§ **TASK DETAILS**: Look through the listing below and report how many lines contain "played", as a bare number.
++++ PROVIDED RECORDS ++++
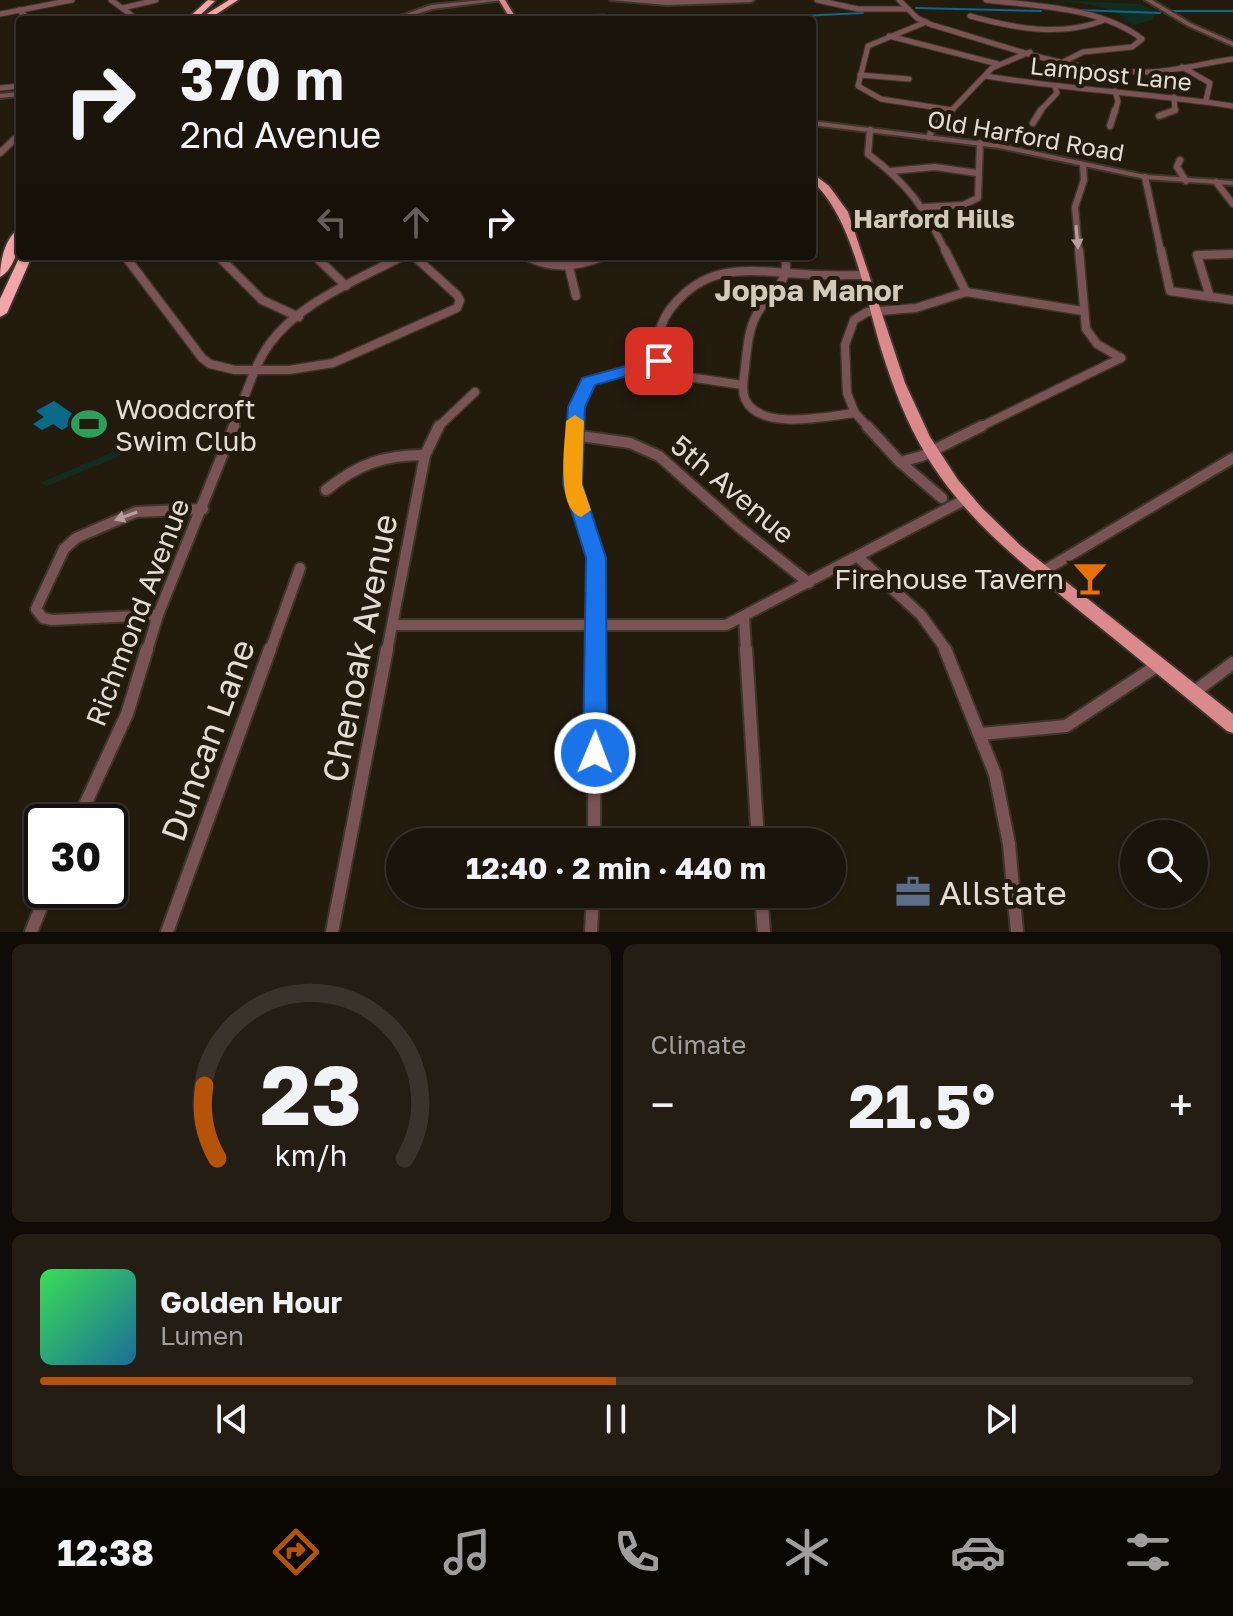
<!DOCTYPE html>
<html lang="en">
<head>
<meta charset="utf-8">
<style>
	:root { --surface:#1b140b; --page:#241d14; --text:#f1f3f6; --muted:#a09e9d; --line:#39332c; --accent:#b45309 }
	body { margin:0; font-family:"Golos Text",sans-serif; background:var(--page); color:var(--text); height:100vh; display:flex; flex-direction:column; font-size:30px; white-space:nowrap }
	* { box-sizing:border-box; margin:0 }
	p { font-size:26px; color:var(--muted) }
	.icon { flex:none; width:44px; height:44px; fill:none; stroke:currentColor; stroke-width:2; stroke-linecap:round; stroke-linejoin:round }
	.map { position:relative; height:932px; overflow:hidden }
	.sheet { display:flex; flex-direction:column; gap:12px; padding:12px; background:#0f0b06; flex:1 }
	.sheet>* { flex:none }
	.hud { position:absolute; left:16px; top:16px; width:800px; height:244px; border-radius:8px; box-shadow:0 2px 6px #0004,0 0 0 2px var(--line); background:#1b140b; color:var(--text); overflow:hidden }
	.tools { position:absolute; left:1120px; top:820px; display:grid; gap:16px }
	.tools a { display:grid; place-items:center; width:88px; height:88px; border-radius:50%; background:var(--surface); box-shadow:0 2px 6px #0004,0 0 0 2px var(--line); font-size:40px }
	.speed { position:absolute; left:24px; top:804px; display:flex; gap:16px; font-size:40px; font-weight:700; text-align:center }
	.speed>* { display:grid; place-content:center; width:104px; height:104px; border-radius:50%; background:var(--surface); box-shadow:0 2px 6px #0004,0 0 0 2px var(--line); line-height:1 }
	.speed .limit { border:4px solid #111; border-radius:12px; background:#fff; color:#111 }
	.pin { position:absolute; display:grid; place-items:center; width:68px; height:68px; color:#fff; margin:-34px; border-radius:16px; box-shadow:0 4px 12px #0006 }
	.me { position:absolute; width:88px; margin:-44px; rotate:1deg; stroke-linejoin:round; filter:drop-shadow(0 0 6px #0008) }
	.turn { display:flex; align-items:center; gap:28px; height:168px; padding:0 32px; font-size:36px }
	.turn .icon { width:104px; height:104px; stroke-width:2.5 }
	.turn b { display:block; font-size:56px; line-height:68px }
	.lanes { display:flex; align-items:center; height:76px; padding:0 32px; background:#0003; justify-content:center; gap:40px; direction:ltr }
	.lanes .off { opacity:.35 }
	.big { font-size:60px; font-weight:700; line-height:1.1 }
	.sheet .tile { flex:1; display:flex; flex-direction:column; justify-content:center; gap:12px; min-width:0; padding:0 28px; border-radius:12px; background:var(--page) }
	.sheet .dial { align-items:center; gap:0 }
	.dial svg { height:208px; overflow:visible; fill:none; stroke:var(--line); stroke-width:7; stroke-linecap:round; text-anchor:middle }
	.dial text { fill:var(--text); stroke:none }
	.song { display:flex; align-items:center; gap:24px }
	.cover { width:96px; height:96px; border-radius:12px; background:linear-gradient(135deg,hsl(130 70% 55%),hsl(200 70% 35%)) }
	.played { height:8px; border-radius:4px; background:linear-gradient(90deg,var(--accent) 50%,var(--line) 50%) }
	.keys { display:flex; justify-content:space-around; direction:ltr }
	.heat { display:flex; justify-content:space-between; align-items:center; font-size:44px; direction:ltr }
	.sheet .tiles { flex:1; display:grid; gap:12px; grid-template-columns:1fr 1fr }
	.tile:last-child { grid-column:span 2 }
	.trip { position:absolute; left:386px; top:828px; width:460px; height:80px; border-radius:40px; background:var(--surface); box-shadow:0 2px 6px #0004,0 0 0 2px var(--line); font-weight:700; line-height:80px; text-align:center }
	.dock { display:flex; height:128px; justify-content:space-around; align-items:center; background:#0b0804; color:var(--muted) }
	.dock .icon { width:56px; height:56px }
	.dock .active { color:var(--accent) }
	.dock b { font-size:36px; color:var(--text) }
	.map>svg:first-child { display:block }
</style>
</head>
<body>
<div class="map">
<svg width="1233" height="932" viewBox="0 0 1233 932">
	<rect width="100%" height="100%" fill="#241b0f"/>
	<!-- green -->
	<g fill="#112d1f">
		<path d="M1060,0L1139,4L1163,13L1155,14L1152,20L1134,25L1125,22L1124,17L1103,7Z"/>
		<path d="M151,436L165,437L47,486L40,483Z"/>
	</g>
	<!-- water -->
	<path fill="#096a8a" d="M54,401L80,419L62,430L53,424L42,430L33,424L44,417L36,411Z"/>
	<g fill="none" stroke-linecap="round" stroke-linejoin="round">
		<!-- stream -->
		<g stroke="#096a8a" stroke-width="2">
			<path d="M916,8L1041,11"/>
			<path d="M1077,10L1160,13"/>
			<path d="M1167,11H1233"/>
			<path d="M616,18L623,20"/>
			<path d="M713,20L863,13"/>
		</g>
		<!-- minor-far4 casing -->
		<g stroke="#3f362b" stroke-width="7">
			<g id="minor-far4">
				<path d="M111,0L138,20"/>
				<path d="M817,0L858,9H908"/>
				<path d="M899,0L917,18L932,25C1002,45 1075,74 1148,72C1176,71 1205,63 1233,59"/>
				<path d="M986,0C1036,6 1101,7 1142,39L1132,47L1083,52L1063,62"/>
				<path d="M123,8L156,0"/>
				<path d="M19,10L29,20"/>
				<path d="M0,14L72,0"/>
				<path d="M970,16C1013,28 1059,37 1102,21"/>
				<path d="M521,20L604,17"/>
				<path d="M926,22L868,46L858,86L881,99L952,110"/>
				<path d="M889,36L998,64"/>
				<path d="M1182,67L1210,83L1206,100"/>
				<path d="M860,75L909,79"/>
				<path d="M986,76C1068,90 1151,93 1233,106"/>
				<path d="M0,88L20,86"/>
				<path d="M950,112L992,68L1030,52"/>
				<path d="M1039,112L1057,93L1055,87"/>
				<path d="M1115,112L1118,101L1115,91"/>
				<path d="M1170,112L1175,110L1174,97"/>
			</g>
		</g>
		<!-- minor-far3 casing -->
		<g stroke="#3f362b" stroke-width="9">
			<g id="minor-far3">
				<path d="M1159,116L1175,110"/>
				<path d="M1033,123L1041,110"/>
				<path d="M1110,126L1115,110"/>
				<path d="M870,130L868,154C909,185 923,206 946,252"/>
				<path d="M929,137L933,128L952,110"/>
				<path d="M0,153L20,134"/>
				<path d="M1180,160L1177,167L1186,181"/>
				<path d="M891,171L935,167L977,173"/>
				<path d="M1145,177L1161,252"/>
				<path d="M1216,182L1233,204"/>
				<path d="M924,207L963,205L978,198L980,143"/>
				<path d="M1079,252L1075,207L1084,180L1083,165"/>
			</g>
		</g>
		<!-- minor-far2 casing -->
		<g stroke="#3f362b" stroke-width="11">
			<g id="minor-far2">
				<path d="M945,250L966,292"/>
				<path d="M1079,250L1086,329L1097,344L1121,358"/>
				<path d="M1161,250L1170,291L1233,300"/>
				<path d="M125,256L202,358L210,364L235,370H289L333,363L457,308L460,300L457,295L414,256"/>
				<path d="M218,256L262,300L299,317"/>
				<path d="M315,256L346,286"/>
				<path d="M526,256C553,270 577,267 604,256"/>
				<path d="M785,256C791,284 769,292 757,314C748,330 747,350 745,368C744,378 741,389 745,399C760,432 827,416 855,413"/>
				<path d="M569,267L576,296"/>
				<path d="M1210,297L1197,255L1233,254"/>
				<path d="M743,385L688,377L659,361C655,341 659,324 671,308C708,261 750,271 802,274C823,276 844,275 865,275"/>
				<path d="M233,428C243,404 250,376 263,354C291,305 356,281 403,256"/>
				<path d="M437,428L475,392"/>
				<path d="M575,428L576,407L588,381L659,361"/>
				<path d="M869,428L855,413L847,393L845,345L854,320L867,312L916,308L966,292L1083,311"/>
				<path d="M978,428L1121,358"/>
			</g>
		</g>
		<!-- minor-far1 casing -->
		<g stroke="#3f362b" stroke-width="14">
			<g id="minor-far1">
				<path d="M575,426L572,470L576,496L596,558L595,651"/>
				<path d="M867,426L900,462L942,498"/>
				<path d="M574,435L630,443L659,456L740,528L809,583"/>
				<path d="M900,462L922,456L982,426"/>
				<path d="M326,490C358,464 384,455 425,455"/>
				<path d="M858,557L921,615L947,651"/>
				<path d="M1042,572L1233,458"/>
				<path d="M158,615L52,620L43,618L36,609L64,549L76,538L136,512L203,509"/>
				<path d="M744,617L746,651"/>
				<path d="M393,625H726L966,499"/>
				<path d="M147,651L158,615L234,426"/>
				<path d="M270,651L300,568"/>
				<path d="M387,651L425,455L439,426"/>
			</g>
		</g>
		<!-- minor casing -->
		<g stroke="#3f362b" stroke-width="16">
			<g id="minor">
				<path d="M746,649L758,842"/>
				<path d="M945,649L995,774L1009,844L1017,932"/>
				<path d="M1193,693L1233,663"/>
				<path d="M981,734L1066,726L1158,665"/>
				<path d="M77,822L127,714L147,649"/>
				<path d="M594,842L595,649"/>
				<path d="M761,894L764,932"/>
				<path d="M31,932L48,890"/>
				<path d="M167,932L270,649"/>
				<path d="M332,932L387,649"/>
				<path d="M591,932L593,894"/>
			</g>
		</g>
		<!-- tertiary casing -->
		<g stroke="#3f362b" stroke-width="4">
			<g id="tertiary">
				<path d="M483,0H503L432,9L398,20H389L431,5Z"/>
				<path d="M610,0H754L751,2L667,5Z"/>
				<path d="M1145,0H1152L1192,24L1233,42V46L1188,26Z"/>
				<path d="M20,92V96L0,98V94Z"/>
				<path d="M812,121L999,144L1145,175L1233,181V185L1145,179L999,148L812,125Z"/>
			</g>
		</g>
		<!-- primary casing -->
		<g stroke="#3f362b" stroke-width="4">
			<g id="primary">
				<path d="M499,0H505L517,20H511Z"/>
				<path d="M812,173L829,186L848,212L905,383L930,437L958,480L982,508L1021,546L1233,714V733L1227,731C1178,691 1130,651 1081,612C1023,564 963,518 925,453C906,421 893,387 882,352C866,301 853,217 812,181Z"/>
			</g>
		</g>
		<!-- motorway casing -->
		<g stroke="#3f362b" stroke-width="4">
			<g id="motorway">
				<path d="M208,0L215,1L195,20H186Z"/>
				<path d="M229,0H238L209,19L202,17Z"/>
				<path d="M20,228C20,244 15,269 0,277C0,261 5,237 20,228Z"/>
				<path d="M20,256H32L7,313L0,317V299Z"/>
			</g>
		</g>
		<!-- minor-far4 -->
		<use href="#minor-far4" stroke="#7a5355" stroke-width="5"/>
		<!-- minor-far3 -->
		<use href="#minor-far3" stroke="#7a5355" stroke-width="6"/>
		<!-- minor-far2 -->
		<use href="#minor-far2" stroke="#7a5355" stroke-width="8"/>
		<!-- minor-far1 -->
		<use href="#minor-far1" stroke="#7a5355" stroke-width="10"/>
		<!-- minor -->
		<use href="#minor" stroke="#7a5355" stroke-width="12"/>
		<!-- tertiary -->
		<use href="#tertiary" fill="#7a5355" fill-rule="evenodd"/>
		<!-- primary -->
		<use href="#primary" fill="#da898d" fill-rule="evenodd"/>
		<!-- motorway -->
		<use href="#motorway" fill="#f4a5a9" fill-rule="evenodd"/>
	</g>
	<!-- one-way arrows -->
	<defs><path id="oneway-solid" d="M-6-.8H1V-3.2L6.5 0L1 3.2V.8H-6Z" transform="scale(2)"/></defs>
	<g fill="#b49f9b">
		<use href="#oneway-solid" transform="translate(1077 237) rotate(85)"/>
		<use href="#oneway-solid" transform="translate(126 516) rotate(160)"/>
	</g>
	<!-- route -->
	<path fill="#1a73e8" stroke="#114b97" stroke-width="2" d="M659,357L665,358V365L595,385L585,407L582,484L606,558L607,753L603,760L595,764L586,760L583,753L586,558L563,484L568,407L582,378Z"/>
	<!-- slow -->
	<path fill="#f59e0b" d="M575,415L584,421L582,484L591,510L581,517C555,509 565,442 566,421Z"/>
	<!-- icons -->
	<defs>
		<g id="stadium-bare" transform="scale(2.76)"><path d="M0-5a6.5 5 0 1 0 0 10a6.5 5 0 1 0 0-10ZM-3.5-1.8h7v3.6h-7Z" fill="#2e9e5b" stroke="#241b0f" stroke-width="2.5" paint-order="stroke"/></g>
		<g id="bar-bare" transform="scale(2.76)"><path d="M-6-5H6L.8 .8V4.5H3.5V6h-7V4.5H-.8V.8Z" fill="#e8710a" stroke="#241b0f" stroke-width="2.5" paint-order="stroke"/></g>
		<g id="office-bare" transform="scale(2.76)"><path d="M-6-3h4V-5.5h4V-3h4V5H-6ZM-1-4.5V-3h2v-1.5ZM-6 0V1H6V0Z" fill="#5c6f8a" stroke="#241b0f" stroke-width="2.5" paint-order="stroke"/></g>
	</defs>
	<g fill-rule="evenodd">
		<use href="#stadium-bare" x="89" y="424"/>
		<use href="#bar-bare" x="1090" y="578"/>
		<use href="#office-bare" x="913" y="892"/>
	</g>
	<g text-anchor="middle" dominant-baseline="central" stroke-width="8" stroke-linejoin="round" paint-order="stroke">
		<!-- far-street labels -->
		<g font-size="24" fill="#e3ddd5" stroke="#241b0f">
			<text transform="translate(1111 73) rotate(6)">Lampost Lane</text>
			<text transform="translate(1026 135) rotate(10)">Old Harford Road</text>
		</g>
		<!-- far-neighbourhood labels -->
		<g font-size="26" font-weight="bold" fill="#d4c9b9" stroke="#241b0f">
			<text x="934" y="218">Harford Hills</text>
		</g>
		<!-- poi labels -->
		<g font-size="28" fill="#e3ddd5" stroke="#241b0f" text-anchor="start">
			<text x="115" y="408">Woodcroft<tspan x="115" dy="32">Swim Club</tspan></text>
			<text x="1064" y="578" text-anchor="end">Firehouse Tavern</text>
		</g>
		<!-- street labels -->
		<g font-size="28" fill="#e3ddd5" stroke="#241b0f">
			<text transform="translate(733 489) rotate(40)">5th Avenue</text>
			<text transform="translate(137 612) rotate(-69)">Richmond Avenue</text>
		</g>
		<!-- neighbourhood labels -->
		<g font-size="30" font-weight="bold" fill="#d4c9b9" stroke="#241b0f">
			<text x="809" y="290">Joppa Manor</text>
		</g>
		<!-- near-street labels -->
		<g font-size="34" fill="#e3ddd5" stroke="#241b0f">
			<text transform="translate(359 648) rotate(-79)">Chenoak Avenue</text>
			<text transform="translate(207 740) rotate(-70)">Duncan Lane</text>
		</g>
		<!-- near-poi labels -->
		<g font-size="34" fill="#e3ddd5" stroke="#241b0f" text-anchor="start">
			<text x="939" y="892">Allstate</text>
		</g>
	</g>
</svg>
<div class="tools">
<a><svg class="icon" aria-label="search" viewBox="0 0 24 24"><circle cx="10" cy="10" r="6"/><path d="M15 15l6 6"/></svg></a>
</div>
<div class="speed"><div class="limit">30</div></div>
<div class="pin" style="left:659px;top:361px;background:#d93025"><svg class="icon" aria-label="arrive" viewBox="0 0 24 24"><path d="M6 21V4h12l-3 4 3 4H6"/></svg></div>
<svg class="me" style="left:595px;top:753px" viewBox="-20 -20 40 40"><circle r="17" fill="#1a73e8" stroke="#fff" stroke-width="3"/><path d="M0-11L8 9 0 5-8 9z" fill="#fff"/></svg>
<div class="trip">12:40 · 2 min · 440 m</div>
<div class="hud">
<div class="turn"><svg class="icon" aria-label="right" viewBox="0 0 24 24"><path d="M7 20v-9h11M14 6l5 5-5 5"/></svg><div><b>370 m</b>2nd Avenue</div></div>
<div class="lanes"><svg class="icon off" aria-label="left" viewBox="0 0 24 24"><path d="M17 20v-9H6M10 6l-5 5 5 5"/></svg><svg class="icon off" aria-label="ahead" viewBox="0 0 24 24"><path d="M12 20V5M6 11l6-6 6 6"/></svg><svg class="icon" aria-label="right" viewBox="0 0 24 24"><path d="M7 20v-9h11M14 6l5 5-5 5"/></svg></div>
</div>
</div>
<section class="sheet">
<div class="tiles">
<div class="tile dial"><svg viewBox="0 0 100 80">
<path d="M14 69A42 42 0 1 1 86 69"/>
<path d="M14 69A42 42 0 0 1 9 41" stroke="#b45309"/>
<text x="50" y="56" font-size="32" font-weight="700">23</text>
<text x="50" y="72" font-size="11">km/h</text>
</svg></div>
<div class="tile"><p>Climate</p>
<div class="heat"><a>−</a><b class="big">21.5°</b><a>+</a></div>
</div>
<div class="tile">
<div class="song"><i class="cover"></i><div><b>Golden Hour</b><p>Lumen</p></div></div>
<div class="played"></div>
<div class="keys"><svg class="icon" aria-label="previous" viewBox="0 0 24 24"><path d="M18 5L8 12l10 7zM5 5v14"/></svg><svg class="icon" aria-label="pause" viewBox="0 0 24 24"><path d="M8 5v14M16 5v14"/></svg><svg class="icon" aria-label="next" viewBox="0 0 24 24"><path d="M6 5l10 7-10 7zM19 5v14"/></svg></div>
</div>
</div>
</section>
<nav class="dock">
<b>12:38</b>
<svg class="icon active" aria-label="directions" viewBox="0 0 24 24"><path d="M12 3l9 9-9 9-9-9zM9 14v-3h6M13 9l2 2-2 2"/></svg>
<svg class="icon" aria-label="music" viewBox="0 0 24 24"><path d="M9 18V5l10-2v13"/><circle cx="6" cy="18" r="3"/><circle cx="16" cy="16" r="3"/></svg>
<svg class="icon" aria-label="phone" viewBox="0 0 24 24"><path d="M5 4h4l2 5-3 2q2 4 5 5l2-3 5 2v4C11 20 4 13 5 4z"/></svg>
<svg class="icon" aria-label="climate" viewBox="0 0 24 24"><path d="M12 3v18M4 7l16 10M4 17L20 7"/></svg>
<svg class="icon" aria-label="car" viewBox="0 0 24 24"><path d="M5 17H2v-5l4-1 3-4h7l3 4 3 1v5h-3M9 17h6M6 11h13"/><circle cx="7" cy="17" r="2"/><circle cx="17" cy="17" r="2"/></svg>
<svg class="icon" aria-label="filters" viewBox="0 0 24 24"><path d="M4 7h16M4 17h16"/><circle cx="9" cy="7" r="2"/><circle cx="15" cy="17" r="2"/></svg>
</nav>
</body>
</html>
++++
§ **EXPECTED ANSWER**: 2